Tackling the high tooth extraction rate among 0–10-year olds should be high on the agenda over the next decade. We believe that the single most effective public measure to tackle the issue would be a more widely adopted water fluoridation policy. Currently, 72% of the UK population receive water with a low concentration of fluoride (0.2 mg/l), so low that its oral health benefits are marginal.4 Only 10% receive a water supply with a fluoride concentration reaching at least 0.7 mg/l where the oral health benefits can be felt.4 Public Health England recently reported that if all the 5-year olds currently receiving water supplies at fluoride levels of 0.2 mg/l instead received water at 0.7 mg/l, then dental carries could be reduced by 17% in the least deprived areas, rising to 28% in the most deprived areas.4 We strongly believe that, if significant strides are to be made to improve children's oral health by 2030, then good take-up of a community water fluoridation scheme is a must.
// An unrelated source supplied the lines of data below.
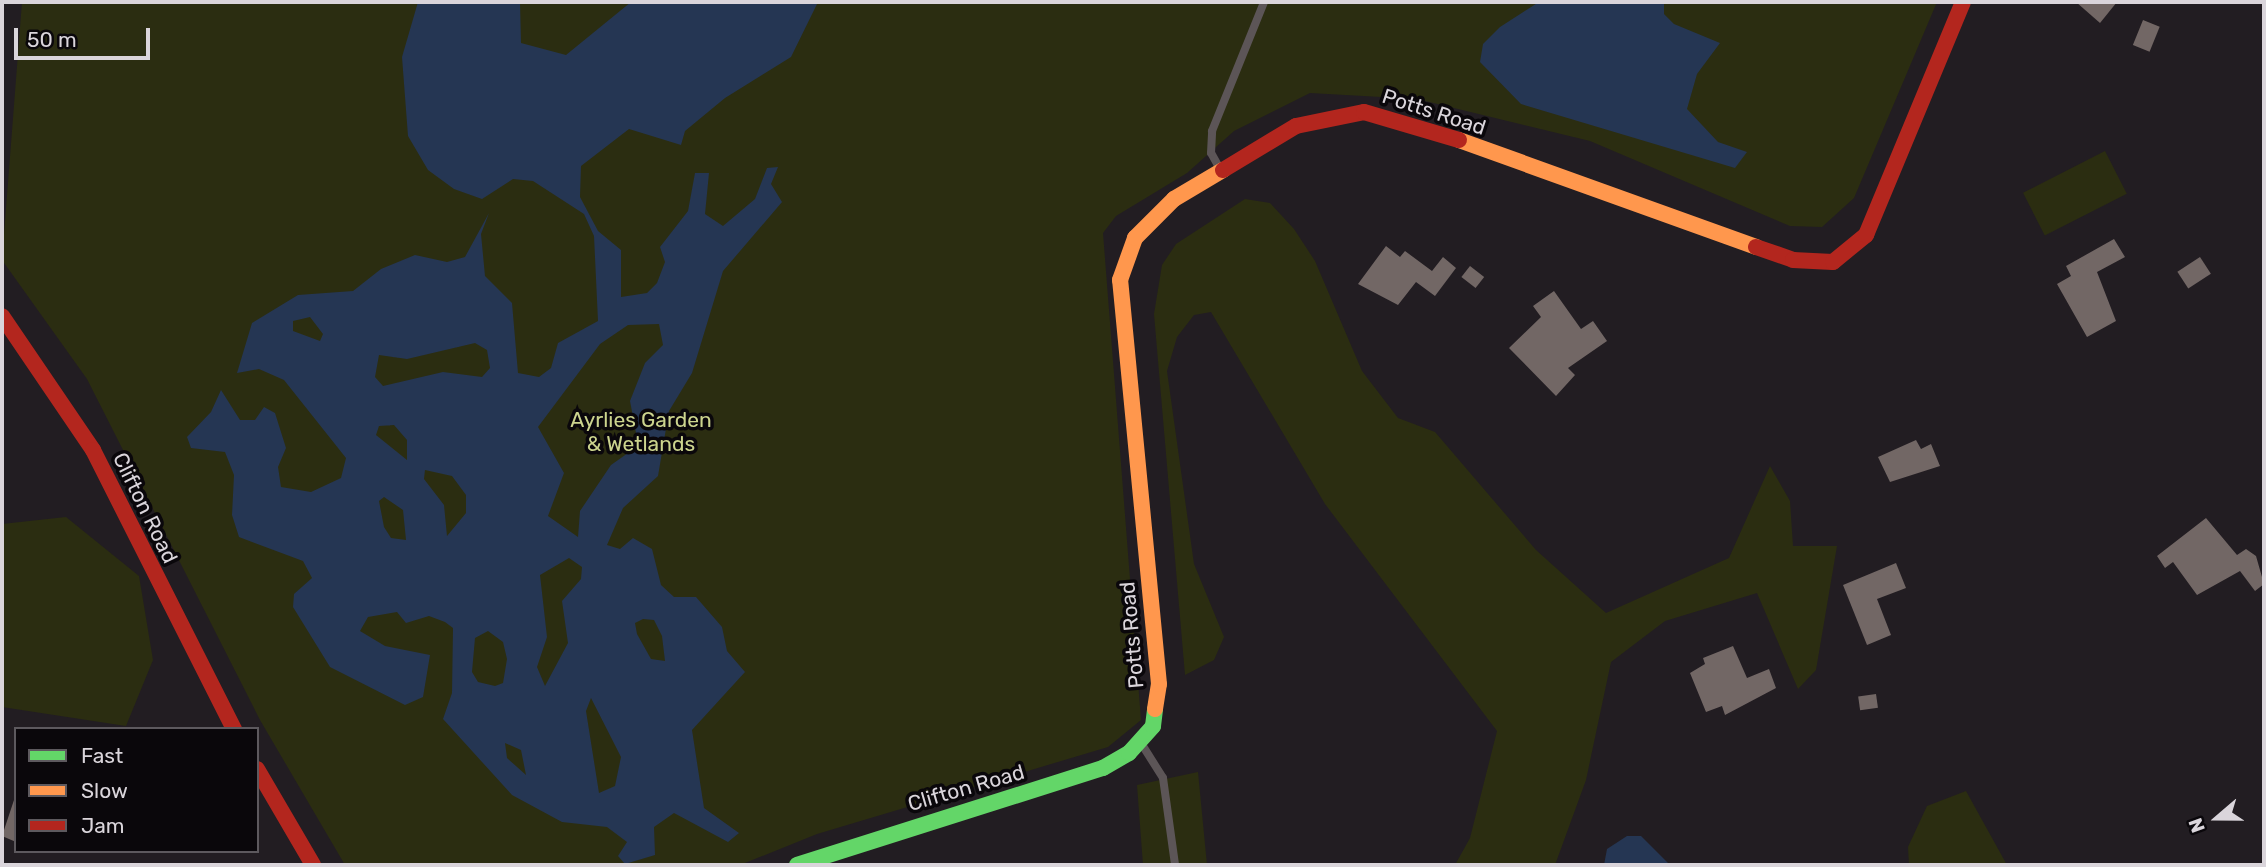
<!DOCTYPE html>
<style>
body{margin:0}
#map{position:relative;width:2266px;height:867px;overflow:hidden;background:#221d22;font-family:Rubik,sans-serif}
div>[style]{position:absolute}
.green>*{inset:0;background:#2b2d11;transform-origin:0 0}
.water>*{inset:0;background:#253653}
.building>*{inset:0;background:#726765;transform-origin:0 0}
.lane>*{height:8px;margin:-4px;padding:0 4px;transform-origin:4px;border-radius:4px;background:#5c5557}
.fast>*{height:16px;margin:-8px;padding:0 8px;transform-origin:8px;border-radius:8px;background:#63d668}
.slow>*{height:16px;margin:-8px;padding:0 8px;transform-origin:8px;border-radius:8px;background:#ff974d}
.jam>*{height:16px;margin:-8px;padding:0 8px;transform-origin:8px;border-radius:8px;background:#b3261e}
span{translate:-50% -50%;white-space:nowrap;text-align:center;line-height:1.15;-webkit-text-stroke:7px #0a070b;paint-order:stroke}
.street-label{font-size:21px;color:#dad5db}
.park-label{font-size:21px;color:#ccd48e}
.frame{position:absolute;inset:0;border:4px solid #dad5db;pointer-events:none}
.legend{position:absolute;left:14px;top:727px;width:245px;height:126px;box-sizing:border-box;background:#0a070b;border:2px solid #5d595e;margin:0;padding:9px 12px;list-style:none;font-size:21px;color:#dad5db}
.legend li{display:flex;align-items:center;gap:14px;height:35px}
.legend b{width:35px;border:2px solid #5d595e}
.north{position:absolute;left:2182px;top:783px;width:70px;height:70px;-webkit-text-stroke:5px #0a070b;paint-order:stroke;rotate:250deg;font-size:19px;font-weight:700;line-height:28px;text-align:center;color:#dad5db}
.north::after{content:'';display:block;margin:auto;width:24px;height:32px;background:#dad5db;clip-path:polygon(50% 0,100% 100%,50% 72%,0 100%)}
.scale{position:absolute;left:14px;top:28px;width:136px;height:32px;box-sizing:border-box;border:4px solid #dad5db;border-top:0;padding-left:9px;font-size:21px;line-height:24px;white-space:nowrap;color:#dad5db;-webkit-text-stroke:5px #0a070b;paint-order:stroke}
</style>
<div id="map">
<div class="green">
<div style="clip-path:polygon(22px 2px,1937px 2px,1854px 198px,1822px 227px,1790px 226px,1590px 141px,1417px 99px,1310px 93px,1234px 131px,1187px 173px,1116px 216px,1103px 233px,1141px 720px,1108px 747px,817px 834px,740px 865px,345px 865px,260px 720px,87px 379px,2px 260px)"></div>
<div style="left:2105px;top:151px;width:48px;height:92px;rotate:63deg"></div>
<div style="clip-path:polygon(1245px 199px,1270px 203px,1294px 229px,1315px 261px,1362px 371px,1398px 418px,1435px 432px,1536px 550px,1606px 613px,1729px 558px,1770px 466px,1790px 501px,1793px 546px,1837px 546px,1816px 670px,1798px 689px,1757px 593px,1665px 621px,1611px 662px,1586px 780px,1555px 865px,1455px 865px,1470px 838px,1497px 731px,1325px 504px,1211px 312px,1194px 315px,1177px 337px,1167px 371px,1194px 564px,1224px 637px,1214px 660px,1185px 675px,1154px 314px,1162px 265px,1176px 244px)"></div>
<div style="clip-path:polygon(66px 517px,139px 576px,153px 660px,126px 726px,2px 707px,2px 524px)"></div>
<div style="clip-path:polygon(1198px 772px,1207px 865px,1143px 865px,1137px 785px)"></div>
<div style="clip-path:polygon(1966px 791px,2007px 865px,1909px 865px,1908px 847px,1927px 806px)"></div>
</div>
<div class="water">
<div style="clip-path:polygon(evenodd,418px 2px,520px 2px,521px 43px,566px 55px,631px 2px,818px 2px,791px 57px,725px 98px,685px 131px,681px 145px,629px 129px,581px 166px,580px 197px,598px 231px,621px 250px,621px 297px,647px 293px,657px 283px,665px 262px,660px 247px,688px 211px,695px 173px,709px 173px,705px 214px,723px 226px,755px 199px,767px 168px,778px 167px,771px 184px,782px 202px,723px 271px,692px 373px,669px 411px,658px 476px,623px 508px,607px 545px,620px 549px,633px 538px,652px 549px,661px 585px,674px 597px,696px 597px,722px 627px,727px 651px,745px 672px,692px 730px,704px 808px,739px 833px,728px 842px,674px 813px,654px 827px,655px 855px,625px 864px,618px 856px,627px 842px,607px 827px,562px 822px,512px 795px,443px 719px,452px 693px,453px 628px,445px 622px,429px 616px,406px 623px,397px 612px,368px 617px,360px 631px,385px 646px,430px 655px,423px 697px,405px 705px,330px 667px,293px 607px,294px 594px,312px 578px,303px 561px,239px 537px,232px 515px,234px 475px,225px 452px,191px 448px,187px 437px,211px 412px,221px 390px,240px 420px,255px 420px,264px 407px,275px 413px,286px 448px,278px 467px,281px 487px,311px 492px,341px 478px,346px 458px,284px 380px,259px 369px,237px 373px,252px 323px,298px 295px,353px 291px,381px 269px,415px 255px,447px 262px,465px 257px,489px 213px,481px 234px,485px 276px,512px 303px,518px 373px,539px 377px,551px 368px,558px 343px,598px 321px,594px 236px,584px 214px,533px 181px,513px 179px,482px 199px,454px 189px,428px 170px,408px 136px,402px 57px,418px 2px,310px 317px,323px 334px,320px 341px,293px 331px,293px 321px,310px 317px,418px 2px,659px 324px,663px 345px,645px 363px,630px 401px,636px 433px,628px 453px,611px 465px,580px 511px,578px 537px,548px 516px,564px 473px,538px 427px,600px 344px,628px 325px,659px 324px,418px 2px,475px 343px,487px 350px,490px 368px,482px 377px,443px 372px,383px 386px,375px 377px,379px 355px,407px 359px,475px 343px,418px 2px,394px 425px,407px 440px,407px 460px,376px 435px,379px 426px,394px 425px,418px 2px,425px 470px,452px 476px,466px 495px,466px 513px,447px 536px,444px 505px,424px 479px,425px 470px,418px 2px,384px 497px,403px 510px,406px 540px,391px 538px,384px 527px,379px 501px,384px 497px,418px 2px,569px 558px,582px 567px,581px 579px,562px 601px,568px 643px,545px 686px,537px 667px,547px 637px,540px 575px,569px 558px,418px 2px,643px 619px,654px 620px,662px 636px,665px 661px,651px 659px,637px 634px,635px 623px,643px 619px,418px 2px,488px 631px,503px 642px,507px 659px,503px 683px,495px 686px,478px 682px,472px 672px,475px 638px,488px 631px,418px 2px,591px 698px,621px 757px,615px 786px,599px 793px,586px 711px,591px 698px,418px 2px,505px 743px,521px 750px,526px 775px,507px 758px,505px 743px)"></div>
<div style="clip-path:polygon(1539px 2px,1664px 2px,1664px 14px,1674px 24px,1720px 43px,1697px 74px,1687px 109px,1718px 142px,1747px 152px,1735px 168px,1521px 104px,1480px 62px,1483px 44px,1500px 27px)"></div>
<div style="clip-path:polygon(1627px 836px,1641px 836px,1670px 865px,1604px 865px,1607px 849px)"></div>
</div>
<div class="building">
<div style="clip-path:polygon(2076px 2px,2117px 2px,2100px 23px)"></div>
<div style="left:2143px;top:20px;width:18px;height:27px;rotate:22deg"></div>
<div style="clip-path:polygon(2114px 239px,2125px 257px,2097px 272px,2116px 321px,2087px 337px,2057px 284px,2071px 276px,2066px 266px)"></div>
<div style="clip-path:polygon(1386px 246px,1400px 257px,1405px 251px,1432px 271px,1443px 257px,1456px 268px,1435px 296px,1416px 282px,1398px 305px,1358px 284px)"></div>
<div style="left:2200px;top:257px;width:20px;height:27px;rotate:57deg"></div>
<div style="left:1470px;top:266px;width:18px;height:14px;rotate:38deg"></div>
<div style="clip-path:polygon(1554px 291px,1581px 329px,1593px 321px,1607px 341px,1568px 368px,1575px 375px,1556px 396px,1509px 348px,1541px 317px,1533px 306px)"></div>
<div style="clip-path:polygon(1916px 440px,1921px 449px,1931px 444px,1940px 466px,1890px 482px,1878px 457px)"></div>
<div style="clip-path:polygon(2206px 518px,2237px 555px,2246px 549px,2256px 556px,2264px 584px,2255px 591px,2240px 571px,2197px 595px,2173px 562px,2165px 568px,2157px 556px)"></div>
<div style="clip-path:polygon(1896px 563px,1906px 588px,1877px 599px,1891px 635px,1867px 645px,1843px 585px)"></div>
<div style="clip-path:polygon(1733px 646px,1747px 678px,1769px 669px,1776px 688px,1725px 715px,1722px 706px,1706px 712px,1690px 673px,1705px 664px,1703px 658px)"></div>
<div style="left:1876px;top:694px;width:14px;height:18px;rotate:82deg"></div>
<div style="clip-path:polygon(15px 797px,16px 797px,16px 842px,2px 836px)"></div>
</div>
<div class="lane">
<div style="left:1220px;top:169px;width:18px;rotate:-119deg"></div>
<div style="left:1211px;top:153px;width:22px;rotate:-87deg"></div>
<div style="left:1212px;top:131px;width:139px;rotate:-68deg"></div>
<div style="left:1141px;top:743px;width:41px;rotate:57.8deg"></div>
<div style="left:1163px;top:778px;width:88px;rotate:82.1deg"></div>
</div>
<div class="fast">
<div style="left:797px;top:865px;width:321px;rotate:-17.6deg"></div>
<div style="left:1103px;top:768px;width:30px;rotate:-30deg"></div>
<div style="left:1129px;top:753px;width:36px;rotate:-48deg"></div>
<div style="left:1153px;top:726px;width:17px;rotate:-83deg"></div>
</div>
<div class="slow">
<div style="left:1459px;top:140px;width:316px;rotate:19.8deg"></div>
<div style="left:1155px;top:709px;width:25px;rotate:-81deg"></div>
<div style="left:1159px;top:684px;width:406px;rotate:-95.5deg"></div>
<div style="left:1120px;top:280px;width:45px;rotate:-70.3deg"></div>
<div style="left:1135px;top:238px;width:55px;rotate:-45deg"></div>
<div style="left:1174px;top:199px;width:57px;rotate:-30.6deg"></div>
</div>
<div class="jam">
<div style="left:1223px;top:170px;width:85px;rotate:-31.1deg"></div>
<div style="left:1296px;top:126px;width:69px;rotate:-11.6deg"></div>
<div style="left:1364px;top:112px;width:99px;rotate:16.4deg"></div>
<div style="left:1756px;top:247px;width:39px;rotate:19deg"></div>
<div style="left:1793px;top:260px;width:40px;rotate:2.9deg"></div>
<div style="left:1833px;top:262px;width:43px;rotate:-39.3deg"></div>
<div style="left:1866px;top:235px;width:252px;rotate:-67.4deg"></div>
<div style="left:2px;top:316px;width:162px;rotate:55.8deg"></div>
<div style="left:93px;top:450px;width:313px;rotate:63.2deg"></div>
<div style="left:257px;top:769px;width:111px;rotate:59.7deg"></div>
</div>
<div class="street-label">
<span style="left:1434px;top:112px;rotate:18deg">Potts Road</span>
<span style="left:145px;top:508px;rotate:64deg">Clifton Road</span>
<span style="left:1132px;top:635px;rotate:-95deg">Potts Road</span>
<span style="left:966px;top:788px;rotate:-16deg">Clifton Road</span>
</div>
<div class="park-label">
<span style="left:641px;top:432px">Ayrlies Garden<br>&amp; Wetlands</span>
</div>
<div class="frame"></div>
<ul class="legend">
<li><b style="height:9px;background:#63d668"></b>Fast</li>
<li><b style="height:9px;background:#ff974d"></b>Slow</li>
<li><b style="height:9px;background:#b3261e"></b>Jam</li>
</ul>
<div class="north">N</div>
<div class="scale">50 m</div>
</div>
It is a scandal that 25% of children first attend school with dental decay and yet there have been no new water fluoridation schemes since 1987. From personal experience of working on the border of the non-fluoridated Sandwell and fluoridated Birmingham, we could tell, infallibly, which side of the dividing road children lived based on their caries experience. Uniquely, we currently have a government where both the Secretary of State and the Public Health Minister are strong advocates of expanding water fluoridation and, if we are to achieve our vision of better oral health in the next decade, as a profession, we must support and lobby strongly for targeted water fluoridation.

One of the most active areas of research over the past decade has been into oral systemic links, and good periodontal health is now being recognised as playing a key part in maintaining general health. By focusing on a more preventive, rather than reactive, oral healthcare system, we can hope to see improvements in not just oral health, but also in areas such as diabetes,5 cardiovascular disease, mental health6 and dementia.7

The pandemic has provided a very difficult start to the new decade; however, it also presents a chance to change direction and make sure we end the decade with better oral health than when we started it.